Segunda fase del programa Familias Fuertes se lanzó en Guayaquil

Intervenir en los niveles de influencia individual, familiar y comunitario, considerar las necesidades y los deseos de los adolescentes, son los principales parámetros de la intervención que realiza el programa Familias Fuertes, que fue presentado oficialmente por Ledy Zúñiga, secretaria Técnica de Drogas, este lunes 26 de junio en Guayaquil, al conmemorarse el Día Internacional de la Lucha contra el Uso Indebido y el Tráfico Ilícito de Drogas.


El proyecto Familias Fuertes fue creado por la Universidad de Iowa, en 1992, se planteó una intervención primaria para prevenir el abuso del alcohol y otras sustancias psicotrópicas en adolescentes, fortaleciendo los lazos afectivos dentro de los hogares.


El objetivo general de este programa es orientar a las familias a mejorar la salud y el desarrollo de niños, niñas y adolescentes, previniendo conductas de riesgo a través de la promoción de la comunicación entre padres e hijos. La meta es fomentar un entorno de protección del abuso de sustancias y otras conductas que comprometan la salud de los adolescentes.


Durante su intervención, Zúñiga destacó que es madre de un adolescente de 15 años de edad por lo que entiende perfectamente lo difícil que es hablar de drogas con los hijos menores de edad, sin embargo subrayó la importancia de hacerlo, “Si no lo hacemos nosotros en casa, no solo que les hablarán de alcaloides en la calle sino que les incitarán a usarlas y debemos prepararlos para poder decir no y esto solo se logra ganándonos su confianza, dándoles afecto” agregó la Secretaria de Estado.


El primer país en América Latina en implementar el Programa Familias Fuertes fue El Salvador. Los resultados preliminares demostraron efectos positivos en el uso de tabaco, alcohol y en la prevención de la violencia. Seguidamente la Organización Panamericana de la Salud (OPS), introdujo el programa también en República Dominicana, Nicaragua, Perú, Honduras y Chile.


El programa consiste en 7 sesiones de intervención con las familias para construir estrategias de protección, tanto para adolescentes como para sus padres. Idealmente cada adolescente asiste con dos adultos, ya sean estos sus padres o uno de ellos y otro adulto que sea parte de la vida del adolescente (tío, abuelo, buen amigo de la familia). El programa incluye una serie de recursos: manuales de enseñanza, modelos para prácticas individuales y de grupo, así como juegos de dramatización, cambio de roles y videos para ilustrar los temas.



Primera etapa



En el año 2014 y 2015 iniciaron las implementaciones del Programa Familias Fuertes en el Ecuador con la coordinación de la Oficina de las Naciones Unidas contra la Droga y el Delito (Unodc), en los ministerios del Interior y de Educación.

En el 2016 se socializó este programa en 26 instituciones educativas beneficiando a 284 familias.

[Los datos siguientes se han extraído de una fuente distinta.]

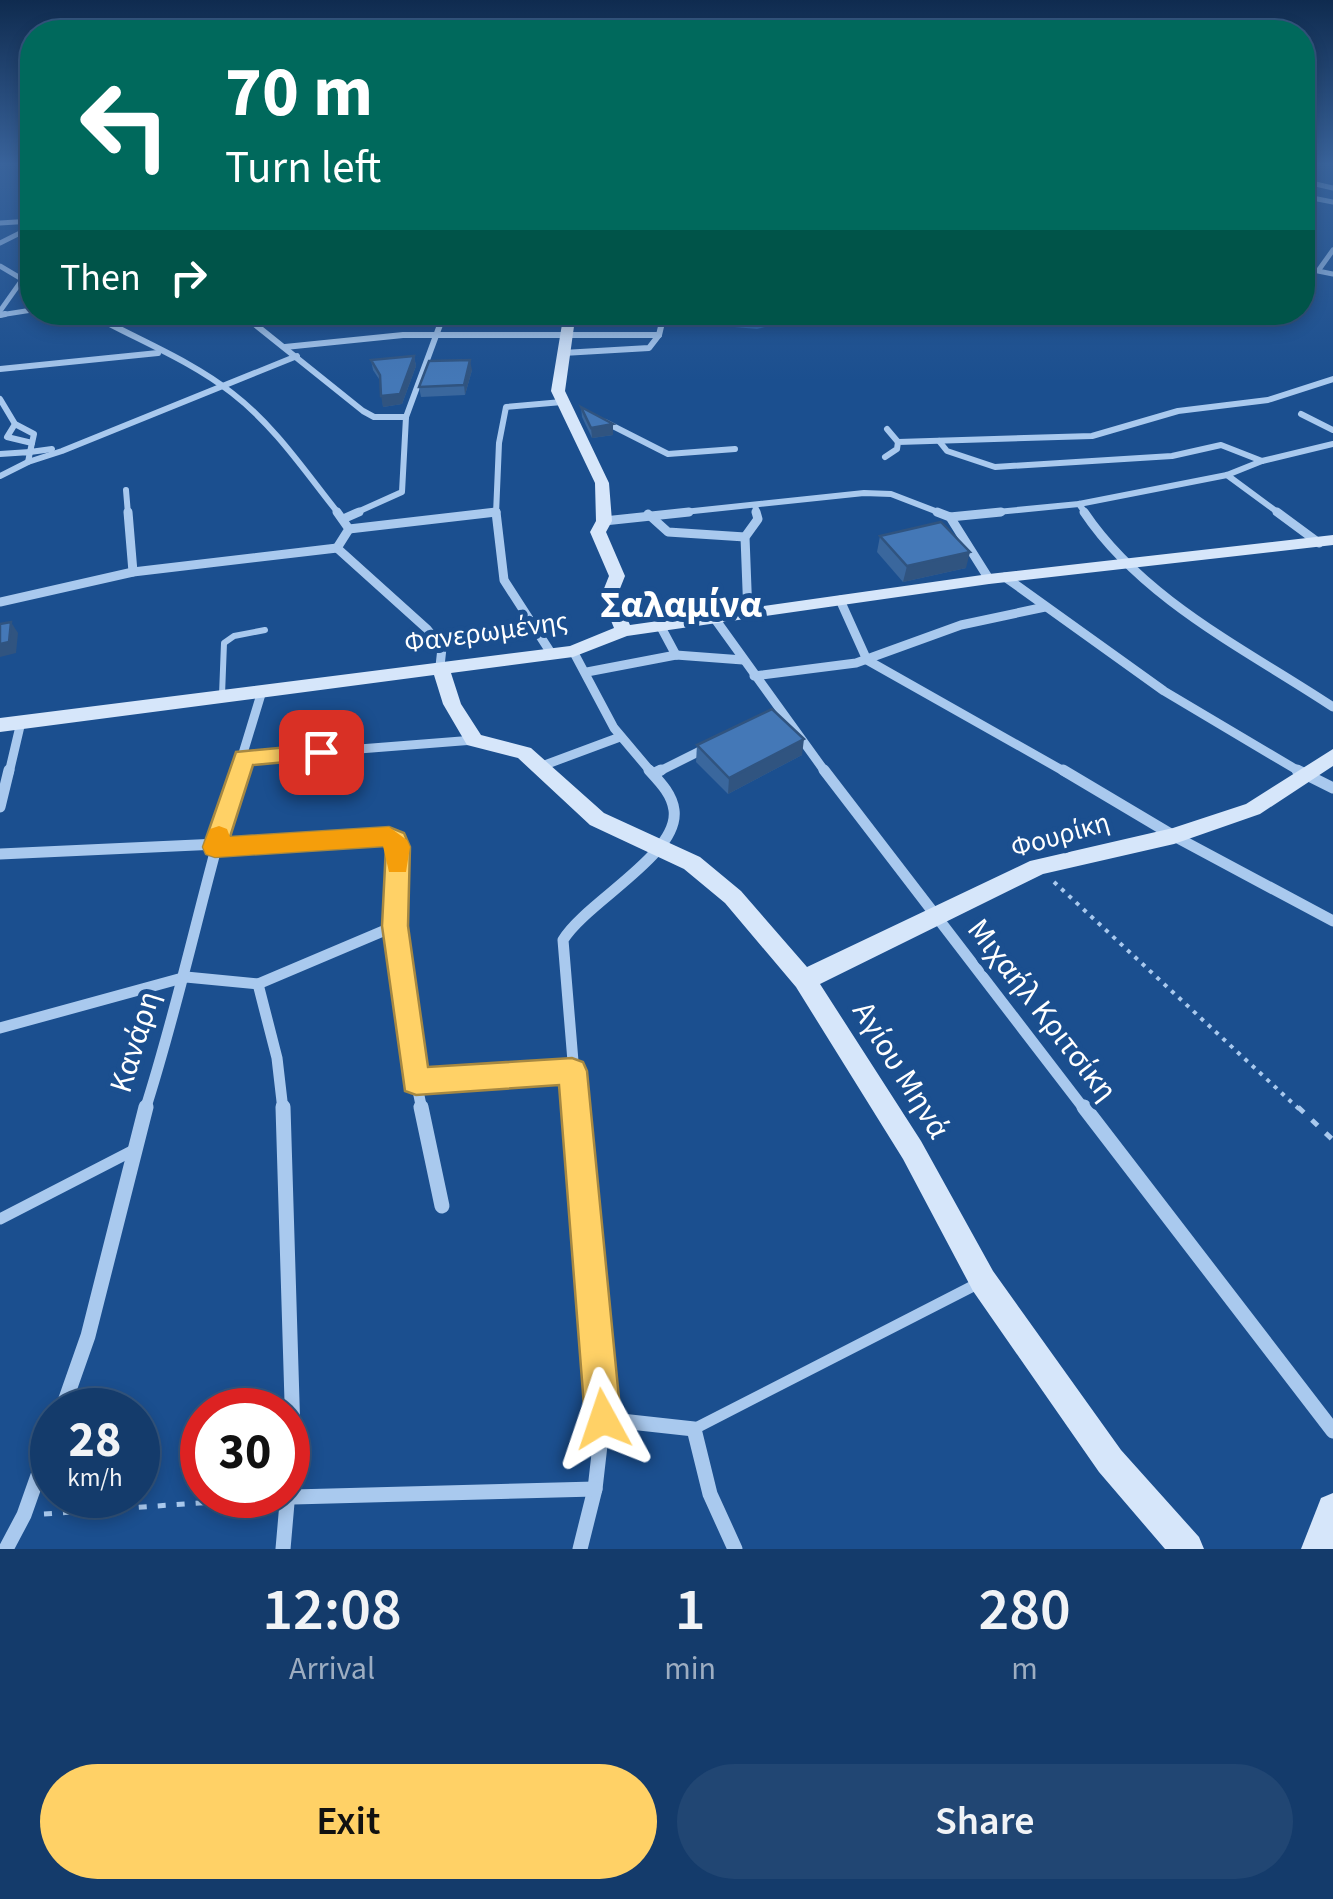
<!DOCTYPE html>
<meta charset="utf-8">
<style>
:root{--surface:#143b6b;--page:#214673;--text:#f1f3f6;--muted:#9dadc1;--line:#33557e;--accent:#ffd166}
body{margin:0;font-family:"Source Sans 3",sans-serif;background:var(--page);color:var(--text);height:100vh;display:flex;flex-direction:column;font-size:38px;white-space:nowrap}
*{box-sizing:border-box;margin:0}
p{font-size:32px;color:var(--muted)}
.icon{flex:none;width:55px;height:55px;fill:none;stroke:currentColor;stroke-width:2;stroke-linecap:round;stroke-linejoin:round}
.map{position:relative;height:1549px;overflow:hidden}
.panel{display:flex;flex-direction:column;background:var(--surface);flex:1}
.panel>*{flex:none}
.guide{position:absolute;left:20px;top:20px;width:1295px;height:305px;border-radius:40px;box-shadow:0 5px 15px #0003,0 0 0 2px var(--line);background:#00695c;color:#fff;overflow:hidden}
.speed{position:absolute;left:30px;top:1388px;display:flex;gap:20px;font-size:50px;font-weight:700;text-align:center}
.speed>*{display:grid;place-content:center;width:130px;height:130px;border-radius:50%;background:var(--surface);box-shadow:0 5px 15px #0003,0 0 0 2px var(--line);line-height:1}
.speed small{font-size:25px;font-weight:400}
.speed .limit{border:15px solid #d22;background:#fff;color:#111}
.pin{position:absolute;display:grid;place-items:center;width:85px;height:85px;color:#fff;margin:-42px;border-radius:20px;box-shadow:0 5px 15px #0006}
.me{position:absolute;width:110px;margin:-55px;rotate:355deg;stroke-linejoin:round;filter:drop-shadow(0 0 8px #0008)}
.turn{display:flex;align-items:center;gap:35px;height:210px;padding:0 40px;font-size:45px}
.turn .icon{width:130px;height:130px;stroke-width:2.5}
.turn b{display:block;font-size:70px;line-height:85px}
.then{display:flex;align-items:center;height:95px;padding:0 40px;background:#0003;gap:20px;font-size:38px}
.eta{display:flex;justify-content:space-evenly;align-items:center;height:170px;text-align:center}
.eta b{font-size:60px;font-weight:600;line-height:70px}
.primary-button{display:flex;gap:20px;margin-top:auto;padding:20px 40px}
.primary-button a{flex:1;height:115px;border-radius:60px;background:var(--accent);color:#111;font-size:40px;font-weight:600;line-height:115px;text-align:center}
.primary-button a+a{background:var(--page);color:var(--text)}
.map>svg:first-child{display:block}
</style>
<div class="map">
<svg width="1333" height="1549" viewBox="0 0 1333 1549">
<rect width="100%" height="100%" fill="#1b4f8f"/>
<!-- green -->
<path fill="#2e69ad" d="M729 313 730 312 817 313 757 329 723 326Z"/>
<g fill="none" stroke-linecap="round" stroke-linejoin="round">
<!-- path-far1 -->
<path stroke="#a9c9ee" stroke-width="4" stroke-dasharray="4 6" stroke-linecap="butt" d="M1054 882 1300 1110"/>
<!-- path -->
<g stroke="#a9c9ee" stroke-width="5" stroke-dasharray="8 11" stroke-linecap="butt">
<path d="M1298 1107 1333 1140"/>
<path d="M44 1514 269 1498"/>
</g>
<!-- lane-far1 -->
<path stroke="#a9c9ee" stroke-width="6" d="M222 695 224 643 234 636 265 630"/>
<!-- lane -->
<g stroke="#a9c9ee" stroke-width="11">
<path d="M0 1219 132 1151"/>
<path d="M694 1429 979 1283"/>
</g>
<!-- street-far4 -->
<g stroke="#a9c9ee" stroke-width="5">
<path d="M1307 182 1333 188"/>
<path d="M1302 196 1333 202"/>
<path d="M0 223 32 221"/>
<path d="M0 243 32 227"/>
<path d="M1333 250 1318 271 1333 274"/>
<path d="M0 266 32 285"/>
<path d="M0 311 22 280"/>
<path d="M87 312 96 317"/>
<path d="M239 312 245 317"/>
<path d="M387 312 395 317"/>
<path d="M0 315 32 310"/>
<path d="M401 317 444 315"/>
<path d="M443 317 445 312"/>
<path d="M664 317 665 312"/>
</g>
<!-- street-far3 -->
<g stroke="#a9c9ee" stroke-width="6">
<path d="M91 314C138 340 190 360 232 393 275 426 306 473 339 514"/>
<path d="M242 314 363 411 374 417H406"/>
<path d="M391 314 444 315"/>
<path d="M0 315 5 314"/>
<path d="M285 347 403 335H659"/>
<path d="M563 353 649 348 659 335 664 314"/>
<path d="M0 369 158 353"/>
<path d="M0 399 15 424 34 434 30 452 52 449"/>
<path d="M1301 414 1333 430"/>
<path d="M605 422 668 454 735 449"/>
<path d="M15 424 7 437 32 443"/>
<path d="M887 429 898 442"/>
<path d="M939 441 947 451 995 467 1172 456 1221 445 1262 461"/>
<path d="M0 454 30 452 28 462 62 451 297 356"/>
<path d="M885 457 897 449 898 442 1092 436 1178 411 1268 400 1333 379"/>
<path d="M1227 475 1280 514"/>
<path d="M0 476 28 462"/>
<path d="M126 490 128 514"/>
<path d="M1079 504 1086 514"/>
<path d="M755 505 757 514"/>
<path d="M353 514 402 492 406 417 444 314"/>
<path d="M475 514 496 512"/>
<path d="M496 514 499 443 506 407 562 402"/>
<path d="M665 514 864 493 891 494 943 514"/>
<path d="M976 514 1079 504 1227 475 1262 461 1333 444"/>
</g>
<!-- street-far2 -->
<g stroke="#a9c9ee" stroke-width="9">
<path d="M128 512 133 572"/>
<path d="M496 512 504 580 551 653"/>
<path d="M937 512 950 517 1001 512"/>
<path d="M1084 512C1143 600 1247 650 1333 707"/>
<path d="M1277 512 1319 543"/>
<path d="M648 514 668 532 745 537"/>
<path d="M950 517 989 579"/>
<path d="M343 519 359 512"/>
<path d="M604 521 689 512"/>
<path d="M349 529 496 512"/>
<path d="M337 548 349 529 337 512"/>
<path d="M337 548 427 629 442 648 440 666"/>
<path d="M1005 577 1164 691 1302 773"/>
<path d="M840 600 867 660 1067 773"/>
<path d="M0 602 133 572 337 548"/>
<path d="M748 615 745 537 758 519 756 512"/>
<path d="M715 619 826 773"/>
<path d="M661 627 676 655"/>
<path d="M573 651 614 728 652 773"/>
<path d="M587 672 676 655 743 660"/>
<path d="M754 676 856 663 961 625 1045 607"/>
<path d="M244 758 474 740"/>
<path d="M542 766 620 737"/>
<path d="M9 773 21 722"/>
<path d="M237 773 262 691"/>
<path d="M656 773 708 747"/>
</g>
<!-- street-far1 -->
<g stroke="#a9c9ee" stroke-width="11">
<path d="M824 770 1085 1110"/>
<path d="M1063 770 1174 836 1333 921"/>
<path d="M1297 770 1333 788"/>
<path d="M655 773 661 770"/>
<path d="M0 807 9 770"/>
<path d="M0 854 389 836 398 847 395 926 258 984 186 977 0 1028"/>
<path d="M395 926 416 1081 572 1071"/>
<path d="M258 984 277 1058 283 1110"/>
<path d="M416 1081 422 1110"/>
<path d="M145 1110C181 998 204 883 238 770"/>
<path d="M577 1110 563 940C586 902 680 854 674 810 672 794 660 782 649 770"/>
</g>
<!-- street -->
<g stroke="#a9c9ee" stroke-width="15">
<path d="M421 1107 442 1206"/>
<path d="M577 1107 603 1419 595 1489 580 1549"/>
<path d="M1084 1107 1333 1431"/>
<path d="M62 1410 88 1336 146 1107"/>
<path d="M603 1419 694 1429 710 1494 735 1549"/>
<path d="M293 1497 595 1489"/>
<path d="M6 1549 24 1515 52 1436"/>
<path d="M283 1549 293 1434 283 1107"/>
</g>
<!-- secondary -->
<g fill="#d6e6fa" fill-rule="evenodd">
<path d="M564 312H576L565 391 609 483 612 521 606 532 625 576 617 596 630 625 989 574 1333 535V545L989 584 627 636 573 657 451 673 461 704 481 735 531 748 604 813 700 857 741 891 807 967 1030 861 1173 828 1246 804 1333 749V766L1260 814 1174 844 1043 874 820 984 921 1141 993 1271 1121 1450 1199 1537 1204 1549H1165L1099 1472 973 1291 903 1159 796 987 725 903 684 869 590 825 518 758 467 745 443 704 434 675 0 732V718L570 646 614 628 601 596 609 576 590 532 596 521 595 483 551 391Z"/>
<path d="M1333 1493V1549H1301L1321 1498Z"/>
</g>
</g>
<!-- wall -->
<g fill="#3a679d">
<path d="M414 356 416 366 402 404 383 407 381 382 373 370 371 360Z"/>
<path d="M472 370 465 395 421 397 419 387Z"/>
<path d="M581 407 613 435 592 438 582 417Z"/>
<path d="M880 536 966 568 903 582 877 552Z"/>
<path d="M697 745 802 755 728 794 696 762Z"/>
</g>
<!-- shaded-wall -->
<g fill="#305480">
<path d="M414 356 416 366 402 404 383 407 381 396Z"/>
<path d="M470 360 472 370 465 395 464 385Z"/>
<path d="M613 424V435L592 438 591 428Z"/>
<path d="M970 552 966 568 903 582 907 566Z"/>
<path d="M11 622 18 633 16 653 0 657V644Z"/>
<path d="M804 739 802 755 728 794 729 778Z"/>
</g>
<!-- building -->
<g fill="#4478b7" stroke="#305480" stroke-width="2.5">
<path d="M414 356 400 394 381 396 380 375 371 360Z"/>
<path d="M470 360 464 385 419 387 429 361Z"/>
<path d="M581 407 613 424 591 428Z"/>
<path d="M941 522 970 552 907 566 880 536Z"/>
<path d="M11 622 9 642 0 644V624Z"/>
<path d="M772 709 804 739 729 778 697 745Z"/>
</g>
<!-- sky -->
<linearGradient id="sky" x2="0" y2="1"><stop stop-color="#0f2b4f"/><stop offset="0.43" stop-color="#39639b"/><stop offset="1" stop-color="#39639b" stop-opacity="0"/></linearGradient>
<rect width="1333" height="381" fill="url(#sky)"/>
<!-- route -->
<path fill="#ffd166" stroke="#a68842" stroke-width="2.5" d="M321 744 332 752 329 758 253 765 230 837 389 827 404 833 410 847 408 926 428 1067 572 1058 583 1062 587 1071 621 1419 615 1431 603 1437 590 1431 585 1419 559 1085 416 1095 405 1091 382 926 386 846 215 857 206 854 203 847 236 752Z"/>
<!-- slow -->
<path fill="#f59e0b" d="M219 826 227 829 230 837 389 827 407 840 410 847 406 872H389L383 846 215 857 206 854 203 847 210 829Z"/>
<g text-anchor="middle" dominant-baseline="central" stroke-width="10" stroke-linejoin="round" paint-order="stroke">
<!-- street labels -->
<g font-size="28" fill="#fff" stroke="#1b4f8f">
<text transform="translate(486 632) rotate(-8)">Φανερωμένης</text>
<text transform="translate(1060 835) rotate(-16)">Φουρίκη</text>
</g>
<!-- near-street labels -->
<g font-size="32" fill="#fff" stroke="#1b4f8f">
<text transform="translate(1042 1010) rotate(52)">Μιχαήλ Κριτσίκη</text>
<text transform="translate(135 1042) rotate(-73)">Κανάρη</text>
<text transform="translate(901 1070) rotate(58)">Αγίου Μηνά</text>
</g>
<!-- district labels -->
<g font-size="38" font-weight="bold" fill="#fff" stroke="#1b4f8f">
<text x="681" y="605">Σαλαμίνα</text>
</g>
</g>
</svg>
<div class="speed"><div>28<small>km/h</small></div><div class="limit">30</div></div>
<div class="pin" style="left:321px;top:752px;background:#d93025"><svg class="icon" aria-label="arrive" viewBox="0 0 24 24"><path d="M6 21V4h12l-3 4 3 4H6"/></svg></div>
<svg class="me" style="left:603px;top:1419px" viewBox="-20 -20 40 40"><path d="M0-17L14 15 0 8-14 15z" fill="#ffd166" stroke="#fff" stroke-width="4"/></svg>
<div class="guide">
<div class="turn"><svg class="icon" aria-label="left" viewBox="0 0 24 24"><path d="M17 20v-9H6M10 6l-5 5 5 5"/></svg><div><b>70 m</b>Turn left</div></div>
<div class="then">Then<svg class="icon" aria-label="right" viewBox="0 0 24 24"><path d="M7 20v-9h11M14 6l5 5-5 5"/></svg></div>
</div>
</div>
<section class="panel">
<div class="eta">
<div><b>12:08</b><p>Arrival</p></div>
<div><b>1</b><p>min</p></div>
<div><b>280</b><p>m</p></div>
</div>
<div class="primary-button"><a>Exit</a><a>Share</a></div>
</section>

Rosa Arévalo, madre beneficiada, explicó que decidió formar parte del programa porque en su hogar sus hijos la desobedecían mucho y se peleaban constantemente, “Tenía miedo que tengan malas amistades que los induzcan al alcohol y las drogas, con este espacio aprendí a entender sus necesidades, escuchar sus problemas y ayudarlos, ahora son más afectivos y responsables” indicó la madre de familia.


Datos adicionales:


El programa Familias Fuertes está basado en evidencia científica que demuestra la efectividad de trabajar de forma conjunta con las familias y las y los adolescentes para prevenir el consumo de drogas, el delito y otros comportamientos de riesgo por parte de la juventud.


El programa consiste en un currículo de desarrollo de habilidades para padres, adolescentes y la familia como un todo, dividido en siete sesiones durante las cuales se implementa el uso de videos, talleres de análisis, juegos educativos y actividades familiares.


“Consideramos fundamental trabajar en prevención con nuestros niños, niñas, adolescentes y jóvenes, con nuestros hijos, porque es en esta etapa en la que se toman decisiones que marcan su vida. Nuestra meta, lograr que esas decisiones sean saludables”, concluyó Ledy Zúñiga.